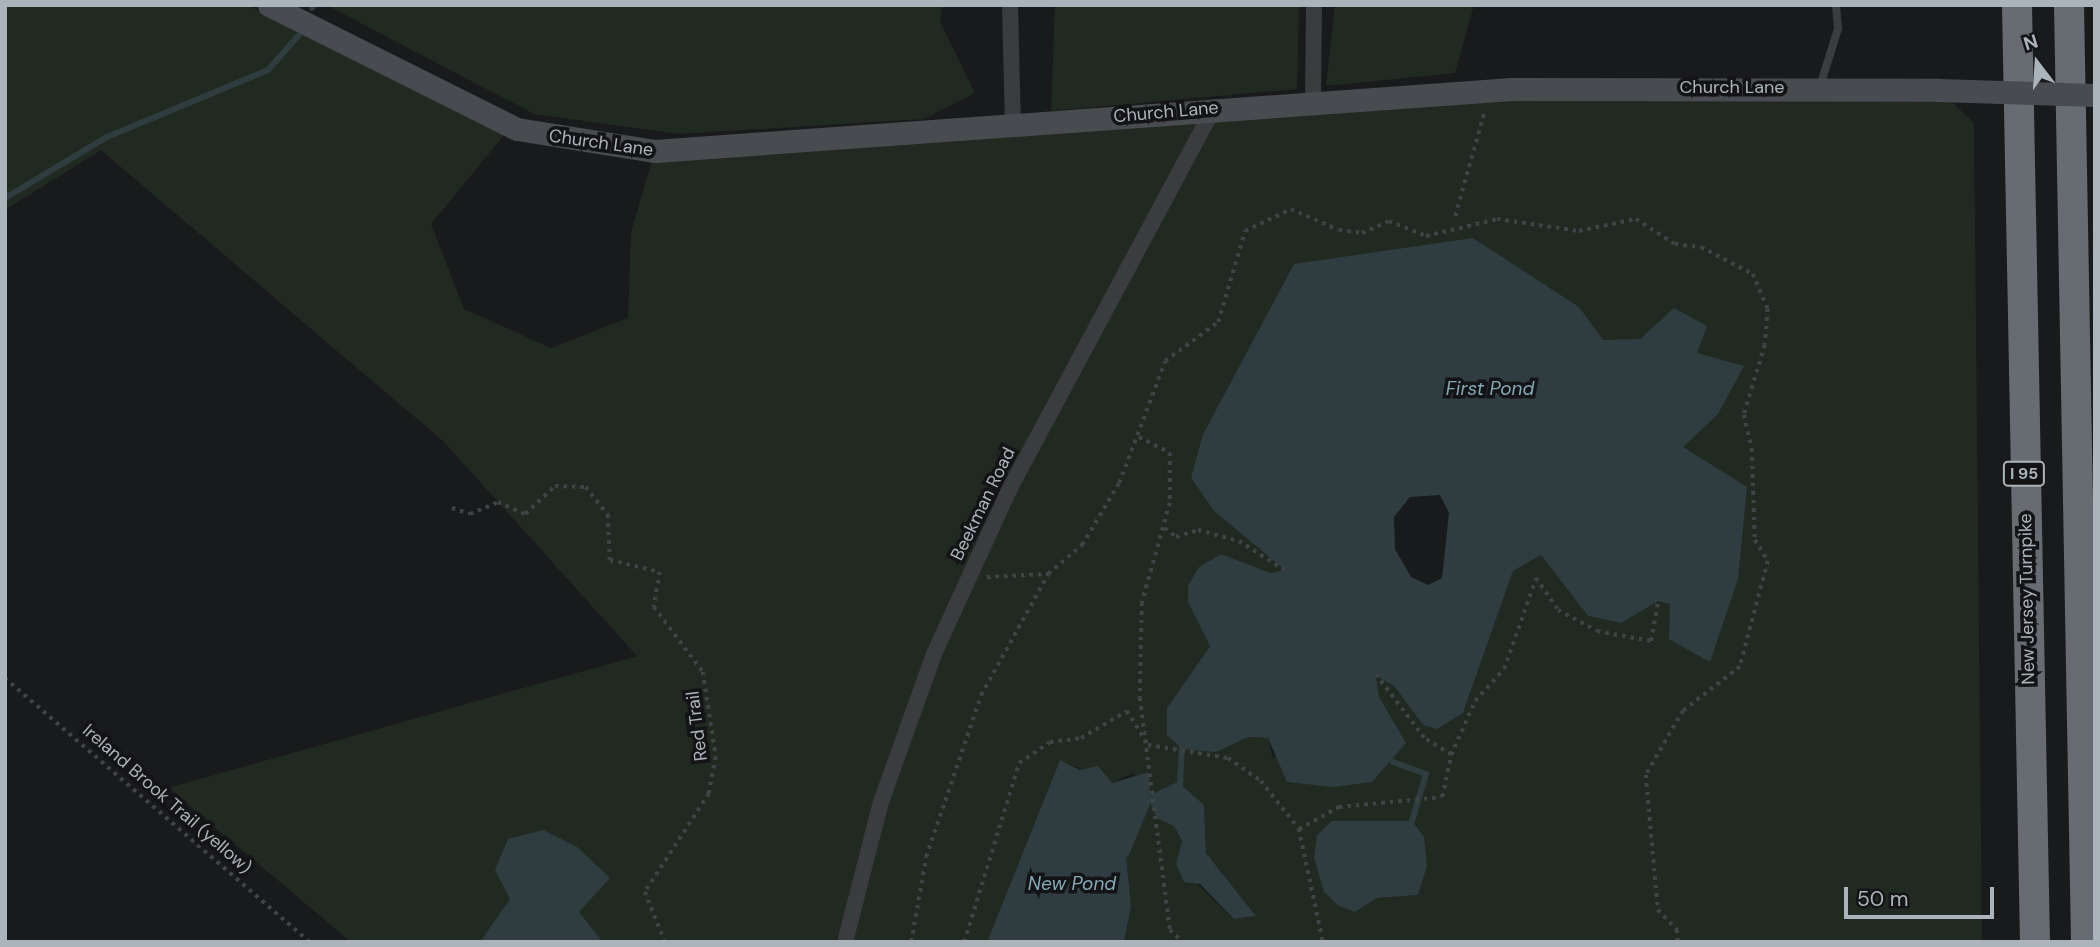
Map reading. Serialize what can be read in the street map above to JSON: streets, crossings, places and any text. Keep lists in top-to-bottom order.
{
  "streets": {
    "highway": ["I 95", "New Jersey Turnpike"],
    "street": ["Church Lane", "Beekman Road"],
    "path": ["Red Trail", "Ireland Brook Trail (yellow)"]
  },
  "crossings": [
    ["Church Lane", "Beekman Road"]
  ],
  "water": ["First Pond", "New Pond"],
  "scale_bar": "50 m",
  "north": "top"
}
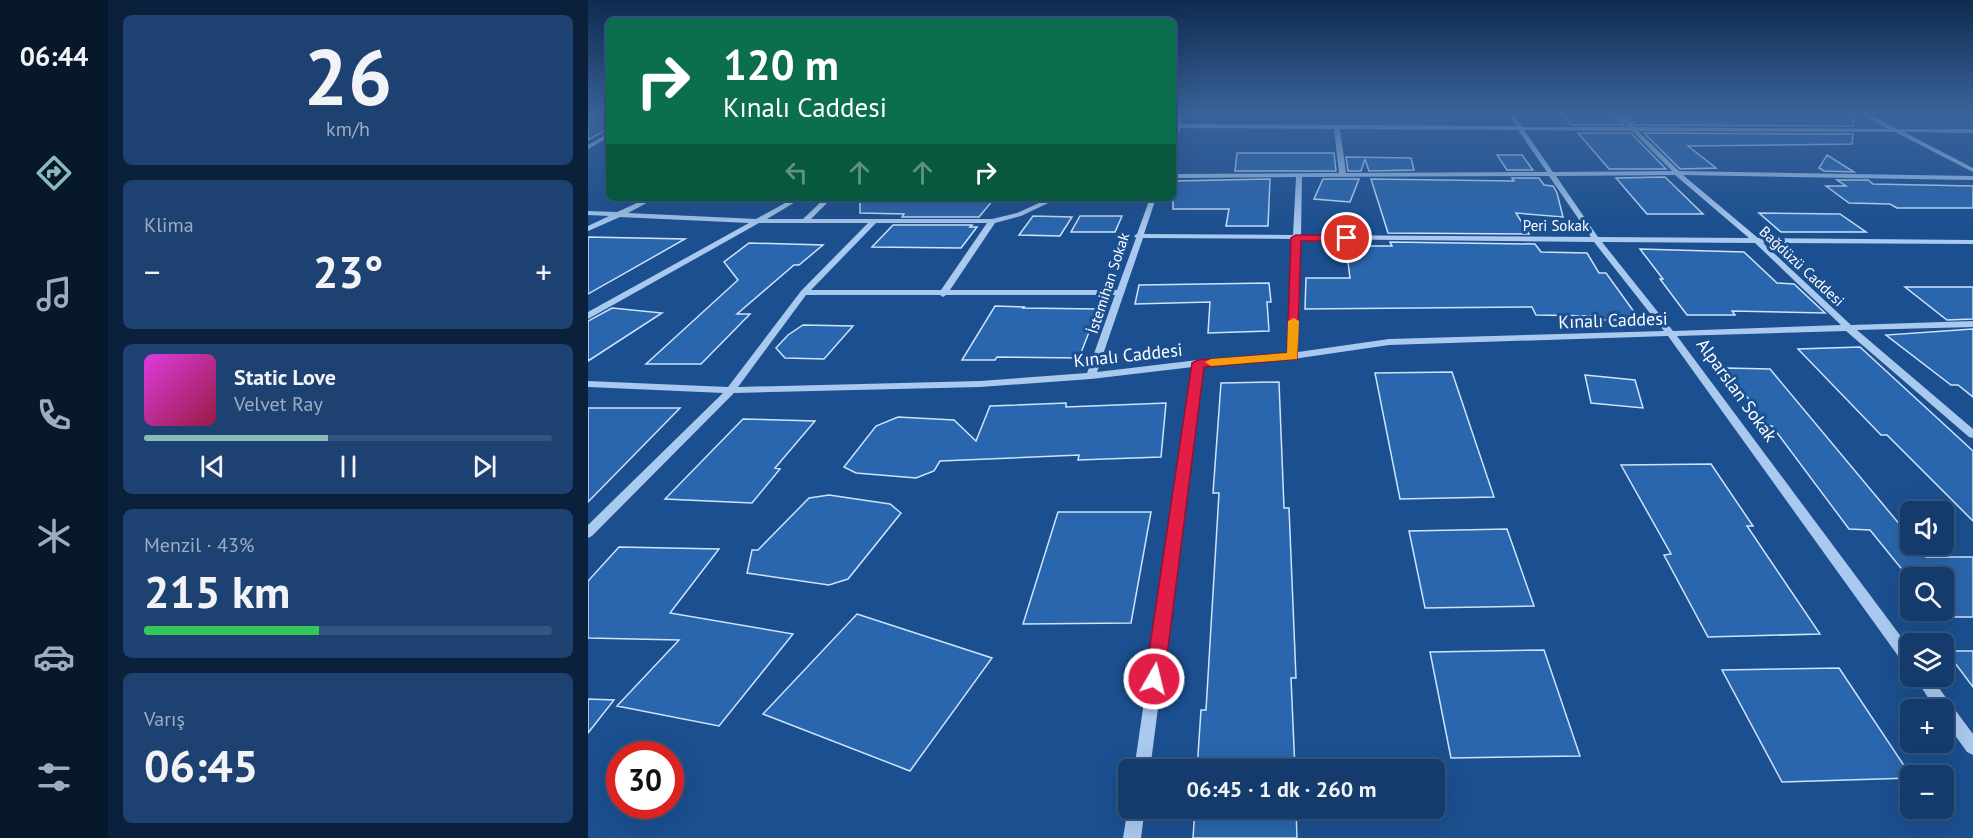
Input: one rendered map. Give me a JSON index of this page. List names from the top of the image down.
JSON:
{
  "streets": {
    "street": [
      "Peri Sokak",
      "Bağdüzü Caddesi",
      "İstemihan Sokak",
      "Kınalı Caddesi",
      "Alparslan Sokak"
    ]
  },
  "crossings": [
    ["Peri Sokak", "Bağdüzü Caddesi"],
    ["Peri Sokak", "İstemihan Sokak"],
    ["Peri Sokak", "Alparslan Sokak"],
    ["Bağdüzü Caddesi", "Kınalı Caddesi"],
    ["İstemihan Sokak", "Kınalı Caddesi"],
    ["Kınalı Caddesi", "Alparslan Sokak"]
  ],
  "page": {
    "tabs": "06:44",
    "tile": [
      ["26", "km/h"],
      "Klima",
      ["Menzil · 43%", "215 km"],
      ["Varış", "06:45"]
    ],
    "turn": ["120 m", "Kınalı Caddesi"],
    "heat": ["−", "23°", "+"],
    "song": ["Static Love", "Velvet Ray"],
    "map_buttons": ["+", "−"],
    "limit": "30",
    "trip": "06:45 · 1 dk · 260 m"
  }
}
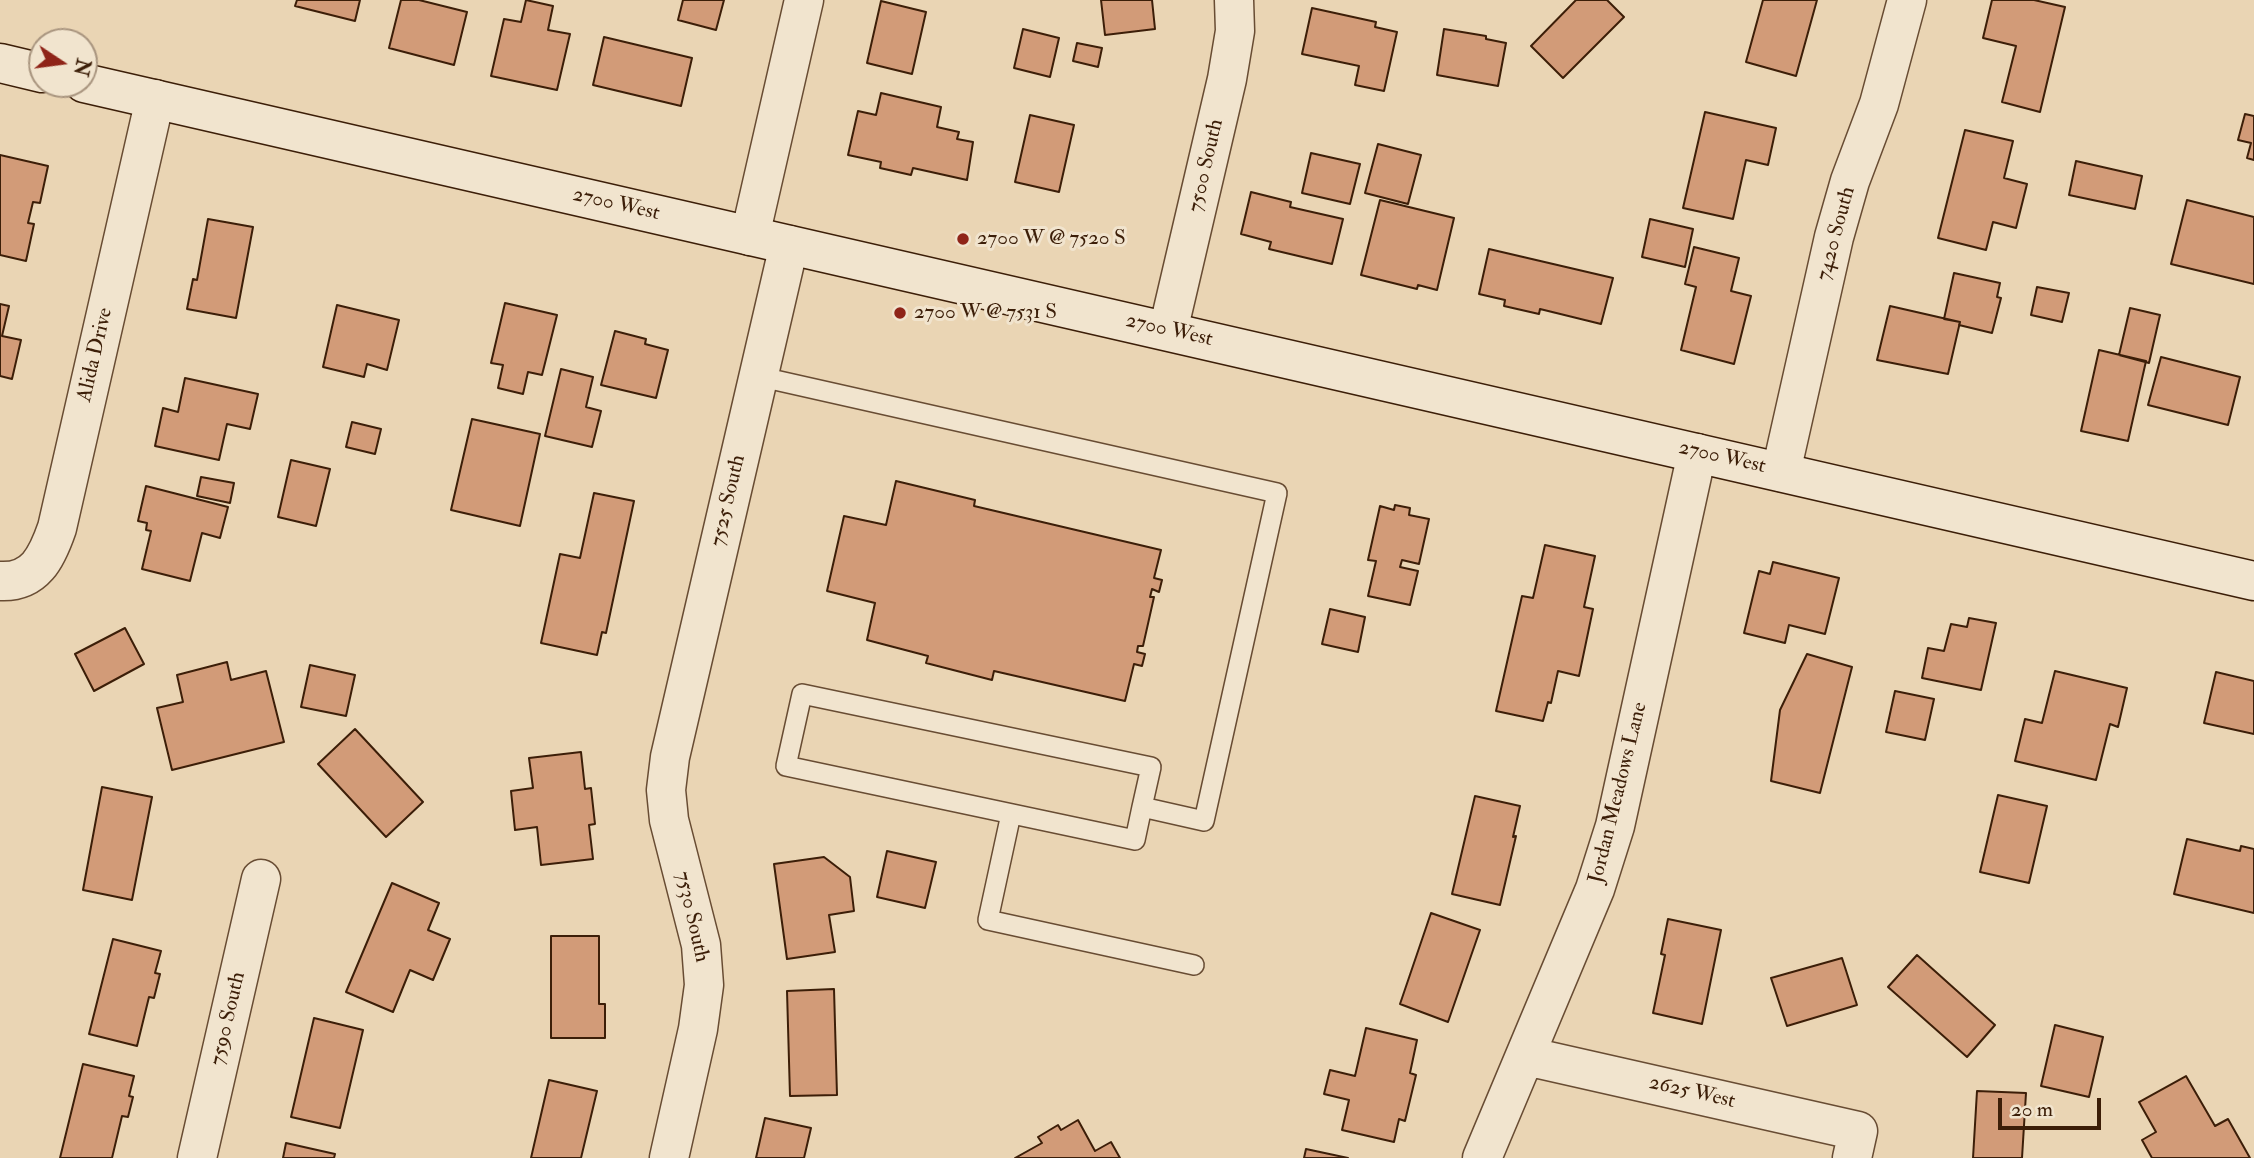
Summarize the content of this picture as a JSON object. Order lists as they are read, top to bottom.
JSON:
{
  "streets": {
    "street": [
      "7500 South",
      "2700 West",
      "7420 South",
      "Alida Drive",
      "7525 South",
      "Jordan Meadows Lane",
      "7530 South",
      "7590 South",
      "2625 West"
    ]
  },
  "crossings": [
    ["7500 South", "2700 West"],
    ["2700 West", "7420 South"],
    ["2700 West", "Alida Drive"],
    ["2700 West", "7525 South"],
    ["2700 West", "Jordan Meadows Lane"],
    ["7525 South", "7530 South"],
    ["Jordan Meadows Lane", "2625 West"]
  ],
  "places": ["2700 W @ 7520 S", "2700 W @ 7531 S"],
  "scale_bar": "20 m",
  "north": "right"
}
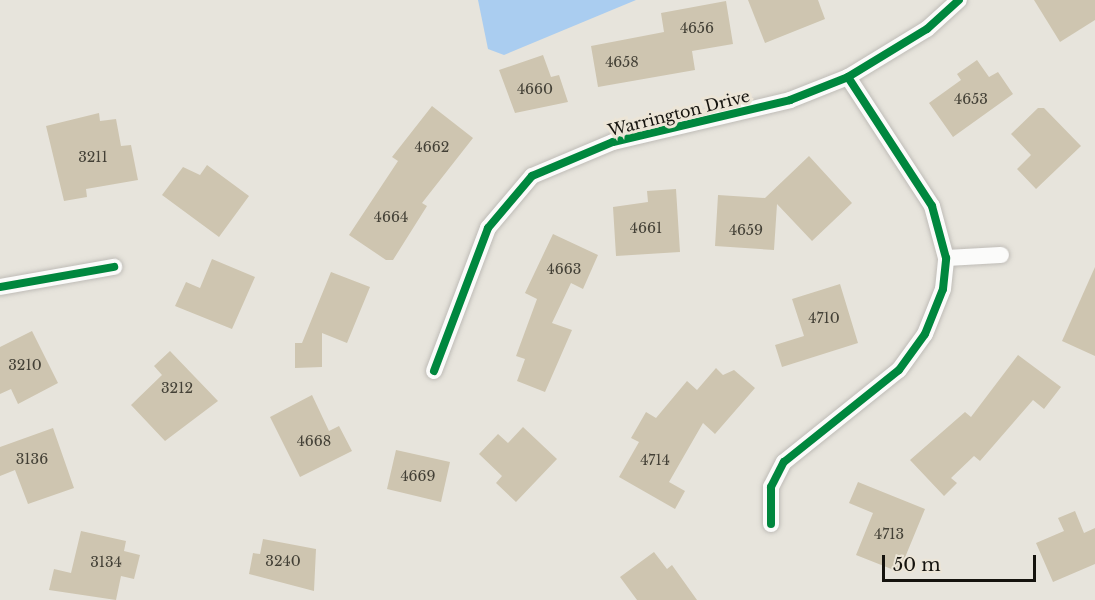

— Aim of the task —
Find each line in the records holding the string "this" and show it.

— Answer section —
Input: one rendered map. Give me a JSON index of this page. List names from the top of the image down.
Summarize the content of this picture as a JSON object. Order lists as they are read, top to bottom.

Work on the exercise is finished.